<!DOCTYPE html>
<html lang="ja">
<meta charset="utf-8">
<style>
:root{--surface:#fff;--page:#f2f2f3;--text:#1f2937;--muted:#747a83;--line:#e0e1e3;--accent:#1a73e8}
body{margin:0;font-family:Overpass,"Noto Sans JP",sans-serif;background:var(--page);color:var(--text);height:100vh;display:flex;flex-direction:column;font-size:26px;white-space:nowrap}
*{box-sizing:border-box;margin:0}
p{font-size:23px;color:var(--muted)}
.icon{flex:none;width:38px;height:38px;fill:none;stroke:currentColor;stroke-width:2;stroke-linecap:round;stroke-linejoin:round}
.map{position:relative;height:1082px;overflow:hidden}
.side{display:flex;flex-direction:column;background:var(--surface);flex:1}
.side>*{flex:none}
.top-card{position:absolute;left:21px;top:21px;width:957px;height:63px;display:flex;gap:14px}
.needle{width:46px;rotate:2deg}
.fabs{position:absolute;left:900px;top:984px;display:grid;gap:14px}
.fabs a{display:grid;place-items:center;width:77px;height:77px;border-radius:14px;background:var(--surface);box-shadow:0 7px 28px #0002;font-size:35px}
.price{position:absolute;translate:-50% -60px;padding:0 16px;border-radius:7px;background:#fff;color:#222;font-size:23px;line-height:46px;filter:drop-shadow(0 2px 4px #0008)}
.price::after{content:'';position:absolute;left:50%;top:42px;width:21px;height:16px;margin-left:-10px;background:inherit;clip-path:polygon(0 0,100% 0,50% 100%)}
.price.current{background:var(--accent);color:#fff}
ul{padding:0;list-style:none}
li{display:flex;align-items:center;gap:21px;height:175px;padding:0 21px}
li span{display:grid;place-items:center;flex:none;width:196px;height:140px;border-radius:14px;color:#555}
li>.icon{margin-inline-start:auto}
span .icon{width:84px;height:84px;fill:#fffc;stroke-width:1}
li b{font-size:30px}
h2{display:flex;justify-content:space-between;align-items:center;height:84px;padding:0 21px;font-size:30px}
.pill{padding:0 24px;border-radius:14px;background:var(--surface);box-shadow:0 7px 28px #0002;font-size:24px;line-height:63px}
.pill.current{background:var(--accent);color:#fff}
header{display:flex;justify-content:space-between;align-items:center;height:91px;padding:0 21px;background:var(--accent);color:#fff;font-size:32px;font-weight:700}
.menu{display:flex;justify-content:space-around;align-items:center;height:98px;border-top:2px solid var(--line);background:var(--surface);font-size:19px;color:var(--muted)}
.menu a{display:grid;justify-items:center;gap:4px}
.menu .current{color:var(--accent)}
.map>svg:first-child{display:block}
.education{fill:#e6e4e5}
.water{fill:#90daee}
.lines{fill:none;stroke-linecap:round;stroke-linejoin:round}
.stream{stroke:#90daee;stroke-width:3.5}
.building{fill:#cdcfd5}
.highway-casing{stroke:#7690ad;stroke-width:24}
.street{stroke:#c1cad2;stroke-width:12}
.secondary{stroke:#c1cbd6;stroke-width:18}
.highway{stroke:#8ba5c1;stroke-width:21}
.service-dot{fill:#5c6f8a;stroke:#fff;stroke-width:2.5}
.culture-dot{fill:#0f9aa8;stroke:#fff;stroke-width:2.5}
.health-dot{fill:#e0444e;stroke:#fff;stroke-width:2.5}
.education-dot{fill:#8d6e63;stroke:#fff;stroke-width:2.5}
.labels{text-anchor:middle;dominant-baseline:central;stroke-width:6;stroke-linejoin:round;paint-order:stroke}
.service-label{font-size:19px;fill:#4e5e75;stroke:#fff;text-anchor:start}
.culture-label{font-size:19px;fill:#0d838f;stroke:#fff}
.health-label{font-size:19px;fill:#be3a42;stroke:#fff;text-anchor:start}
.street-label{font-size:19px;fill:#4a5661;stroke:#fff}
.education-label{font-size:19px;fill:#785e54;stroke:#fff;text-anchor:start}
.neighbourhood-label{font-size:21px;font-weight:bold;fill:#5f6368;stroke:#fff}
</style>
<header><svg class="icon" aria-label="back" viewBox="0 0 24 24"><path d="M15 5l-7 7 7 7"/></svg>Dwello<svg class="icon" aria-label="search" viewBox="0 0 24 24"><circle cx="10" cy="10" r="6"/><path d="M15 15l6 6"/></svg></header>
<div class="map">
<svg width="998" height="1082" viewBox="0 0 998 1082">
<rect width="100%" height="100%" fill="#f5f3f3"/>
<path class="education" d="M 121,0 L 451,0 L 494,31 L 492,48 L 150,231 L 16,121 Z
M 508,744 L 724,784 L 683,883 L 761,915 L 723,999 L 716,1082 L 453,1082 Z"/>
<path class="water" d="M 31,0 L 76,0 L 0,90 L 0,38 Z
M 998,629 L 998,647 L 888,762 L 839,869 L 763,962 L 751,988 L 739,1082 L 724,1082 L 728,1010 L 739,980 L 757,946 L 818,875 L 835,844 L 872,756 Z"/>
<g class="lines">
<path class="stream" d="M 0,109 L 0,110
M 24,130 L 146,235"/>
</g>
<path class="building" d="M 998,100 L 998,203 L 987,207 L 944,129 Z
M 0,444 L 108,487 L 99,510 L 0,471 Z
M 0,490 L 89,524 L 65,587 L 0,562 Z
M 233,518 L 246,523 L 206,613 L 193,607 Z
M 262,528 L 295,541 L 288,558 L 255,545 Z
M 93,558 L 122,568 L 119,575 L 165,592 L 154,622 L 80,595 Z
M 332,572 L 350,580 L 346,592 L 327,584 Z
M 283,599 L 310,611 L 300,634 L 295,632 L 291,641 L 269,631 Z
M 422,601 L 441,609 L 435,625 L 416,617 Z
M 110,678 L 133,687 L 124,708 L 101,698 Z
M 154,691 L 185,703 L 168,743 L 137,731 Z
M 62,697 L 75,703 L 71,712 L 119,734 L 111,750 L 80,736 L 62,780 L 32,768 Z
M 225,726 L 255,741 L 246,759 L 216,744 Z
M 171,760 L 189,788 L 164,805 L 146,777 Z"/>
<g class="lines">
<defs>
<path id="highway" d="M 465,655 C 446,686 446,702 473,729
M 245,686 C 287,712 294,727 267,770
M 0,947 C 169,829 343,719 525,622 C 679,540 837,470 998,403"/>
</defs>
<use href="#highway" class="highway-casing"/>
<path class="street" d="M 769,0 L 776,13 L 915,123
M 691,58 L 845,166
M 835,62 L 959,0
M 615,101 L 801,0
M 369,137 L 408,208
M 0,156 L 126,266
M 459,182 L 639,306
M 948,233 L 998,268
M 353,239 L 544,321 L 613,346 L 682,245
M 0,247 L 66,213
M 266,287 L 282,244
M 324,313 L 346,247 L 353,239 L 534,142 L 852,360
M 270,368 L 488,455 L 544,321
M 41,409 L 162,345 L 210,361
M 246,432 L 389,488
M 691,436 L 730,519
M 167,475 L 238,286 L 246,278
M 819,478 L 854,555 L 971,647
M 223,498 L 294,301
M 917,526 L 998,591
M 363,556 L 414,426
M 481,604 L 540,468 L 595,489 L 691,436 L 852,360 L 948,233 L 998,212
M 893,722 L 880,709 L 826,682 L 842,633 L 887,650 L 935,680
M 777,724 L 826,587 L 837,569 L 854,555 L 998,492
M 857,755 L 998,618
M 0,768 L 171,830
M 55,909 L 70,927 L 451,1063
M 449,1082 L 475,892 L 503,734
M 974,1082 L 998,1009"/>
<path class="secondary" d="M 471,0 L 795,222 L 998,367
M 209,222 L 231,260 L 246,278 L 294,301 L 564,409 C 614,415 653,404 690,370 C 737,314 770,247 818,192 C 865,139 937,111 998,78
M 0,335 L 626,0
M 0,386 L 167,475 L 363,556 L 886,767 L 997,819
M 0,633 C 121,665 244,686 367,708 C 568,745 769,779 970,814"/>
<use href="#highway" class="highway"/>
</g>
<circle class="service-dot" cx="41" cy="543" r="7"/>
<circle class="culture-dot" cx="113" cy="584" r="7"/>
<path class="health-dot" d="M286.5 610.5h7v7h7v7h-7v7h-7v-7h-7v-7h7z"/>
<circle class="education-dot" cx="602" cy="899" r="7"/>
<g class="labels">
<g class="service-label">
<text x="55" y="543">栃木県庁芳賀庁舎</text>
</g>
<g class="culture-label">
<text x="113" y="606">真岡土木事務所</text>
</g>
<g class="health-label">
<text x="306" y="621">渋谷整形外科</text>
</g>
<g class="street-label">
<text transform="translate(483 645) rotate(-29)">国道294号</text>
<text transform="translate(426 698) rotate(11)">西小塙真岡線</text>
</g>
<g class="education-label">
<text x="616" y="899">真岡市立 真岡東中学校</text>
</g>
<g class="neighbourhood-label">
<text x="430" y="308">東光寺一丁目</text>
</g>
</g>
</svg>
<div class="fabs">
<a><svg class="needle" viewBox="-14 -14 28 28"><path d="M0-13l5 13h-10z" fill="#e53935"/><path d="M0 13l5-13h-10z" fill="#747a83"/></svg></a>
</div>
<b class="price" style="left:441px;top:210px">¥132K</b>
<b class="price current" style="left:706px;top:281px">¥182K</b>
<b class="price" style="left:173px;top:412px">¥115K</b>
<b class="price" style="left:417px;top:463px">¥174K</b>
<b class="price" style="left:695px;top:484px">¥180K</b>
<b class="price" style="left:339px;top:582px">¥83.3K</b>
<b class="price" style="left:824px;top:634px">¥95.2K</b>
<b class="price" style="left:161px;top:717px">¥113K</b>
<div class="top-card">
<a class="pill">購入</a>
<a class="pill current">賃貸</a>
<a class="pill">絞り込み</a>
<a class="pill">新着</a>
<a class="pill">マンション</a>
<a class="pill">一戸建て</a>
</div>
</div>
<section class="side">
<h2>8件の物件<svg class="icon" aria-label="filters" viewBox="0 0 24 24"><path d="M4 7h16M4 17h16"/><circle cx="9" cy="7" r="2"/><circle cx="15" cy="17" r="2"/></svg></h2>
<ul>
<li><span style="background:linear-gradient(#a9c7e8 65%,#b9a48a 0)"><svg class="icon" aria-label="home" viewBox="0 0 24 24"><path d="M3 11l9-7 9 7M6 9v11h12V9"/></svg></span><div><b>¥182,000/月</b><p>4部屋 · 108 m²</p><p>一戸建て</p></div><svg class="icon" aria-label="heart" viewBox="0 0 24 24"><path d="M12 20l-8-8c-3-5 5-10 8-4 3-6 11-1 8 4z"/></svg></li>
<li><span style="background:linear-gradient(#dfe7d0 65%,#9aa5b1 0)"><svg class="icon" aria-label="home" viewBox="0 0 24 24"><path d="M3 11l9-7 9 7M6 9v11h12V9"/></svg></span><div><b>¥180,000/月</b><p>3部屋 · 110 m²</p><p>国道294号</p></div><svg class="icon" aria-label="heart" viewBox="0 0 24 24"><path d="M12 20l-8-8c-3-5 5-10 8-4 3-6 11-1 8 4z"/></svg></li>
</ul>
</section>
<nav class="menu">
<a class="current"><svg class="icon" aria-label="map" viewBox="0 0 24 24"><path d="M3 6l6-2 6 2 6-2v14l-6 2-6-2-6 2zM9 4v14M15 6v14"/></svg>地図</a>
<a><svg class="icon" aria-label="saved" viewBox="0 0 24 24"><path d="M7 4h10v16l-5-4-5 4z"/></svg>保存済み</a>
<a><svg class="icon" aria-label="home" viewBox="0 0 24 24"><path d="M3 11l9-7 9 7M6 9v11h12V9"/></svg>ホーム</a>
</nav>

• **What is needed**
Copy all lines above where "place" is present.

• **Final answer**
.fabs a{display:grid;place-items:center;width:77px;height:77px;border-radius:14px;background:var(--surface);box-shadow:0 7px 28px #0002;font-size:35px}
li span{display:grid;place-items:center;flex:none;width:196px;height:140px;border-radius:14px;color:#555}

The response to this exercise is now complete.